Exercise:
State the number of lines in the records beneath that hold the word "data", and add nothing.

Supplied records:
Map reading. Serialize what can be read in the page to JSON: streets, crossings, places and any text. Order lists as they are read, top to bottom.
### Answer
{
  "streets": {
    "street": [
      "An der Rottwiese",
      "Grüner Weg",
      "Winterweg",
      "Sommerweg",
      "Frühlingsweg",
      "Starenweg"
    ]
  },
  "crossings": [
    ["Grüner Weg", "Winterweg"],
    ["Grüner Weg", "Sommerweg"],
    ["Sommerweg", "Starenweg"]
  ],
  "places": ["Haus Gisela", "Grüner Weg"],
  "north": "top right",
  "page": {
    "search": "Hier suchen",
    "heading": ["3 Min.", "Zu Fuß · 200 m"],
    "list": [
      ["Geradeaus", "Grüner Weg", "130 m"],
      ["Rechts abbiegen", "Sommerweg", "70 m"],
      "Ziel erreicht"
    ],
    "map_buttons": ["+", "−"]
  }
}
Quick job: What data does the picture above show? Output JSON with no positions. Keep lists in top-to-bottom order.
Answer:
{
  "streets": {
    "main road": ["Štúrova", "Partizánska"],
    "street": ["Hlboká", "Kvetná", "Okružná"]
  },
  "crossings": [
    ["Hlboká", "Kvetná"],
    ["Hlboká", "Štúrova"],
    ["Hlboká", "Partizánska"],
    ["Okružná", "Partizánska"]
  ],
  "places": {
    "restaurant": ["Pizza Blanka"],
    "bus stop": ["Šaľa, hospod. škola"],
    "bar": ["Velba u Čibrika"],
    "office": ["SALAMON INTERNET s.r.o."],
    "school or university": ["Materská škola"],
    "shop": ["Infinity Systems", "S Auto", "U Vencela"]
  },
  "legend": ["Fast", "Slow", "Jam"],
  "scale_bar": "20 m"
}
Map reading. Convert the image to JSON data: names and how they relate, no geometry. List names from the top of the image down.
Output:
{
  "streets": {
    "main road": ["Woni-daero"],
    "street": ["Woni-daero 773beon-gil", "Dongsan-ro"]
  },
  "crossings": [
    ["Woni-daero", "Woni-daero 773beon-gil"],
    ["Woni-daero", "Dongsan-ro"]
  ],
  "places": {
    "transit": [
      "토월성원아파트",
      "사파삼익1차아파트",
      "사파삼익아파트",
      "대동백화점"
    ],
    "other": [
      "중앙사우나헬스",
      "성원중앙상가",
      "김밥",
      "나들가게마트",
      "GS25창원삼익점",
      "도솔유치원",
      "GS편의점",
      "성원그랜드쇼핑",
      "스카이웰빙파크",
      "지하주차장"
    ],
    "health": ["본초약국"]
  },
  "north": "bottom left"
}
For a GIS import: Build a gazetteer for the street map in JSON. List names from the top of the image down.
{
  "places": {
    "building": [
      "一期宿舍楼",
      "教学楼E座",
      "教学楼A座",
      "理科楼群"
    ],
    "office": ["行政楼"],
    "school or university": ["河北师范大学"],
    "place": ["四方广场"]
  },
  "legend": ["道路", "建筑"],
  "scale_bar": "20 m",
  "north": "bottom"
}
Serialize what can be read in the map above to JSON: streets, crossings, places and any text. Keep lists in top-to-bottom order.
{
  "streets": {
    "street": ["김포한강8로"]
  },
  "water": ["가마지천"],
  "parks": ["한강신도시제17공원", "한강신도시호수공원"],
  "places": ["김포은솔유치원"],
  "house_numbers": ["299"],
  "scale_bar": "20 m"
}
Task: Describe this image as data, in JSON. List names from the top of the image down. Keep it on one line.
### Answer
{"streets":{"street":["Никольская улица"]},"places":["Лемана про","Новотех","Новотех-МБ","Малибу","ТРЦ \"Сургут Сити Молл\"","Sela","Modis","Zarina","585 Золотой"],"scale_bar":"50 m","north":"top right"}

Answer to this exercise:
3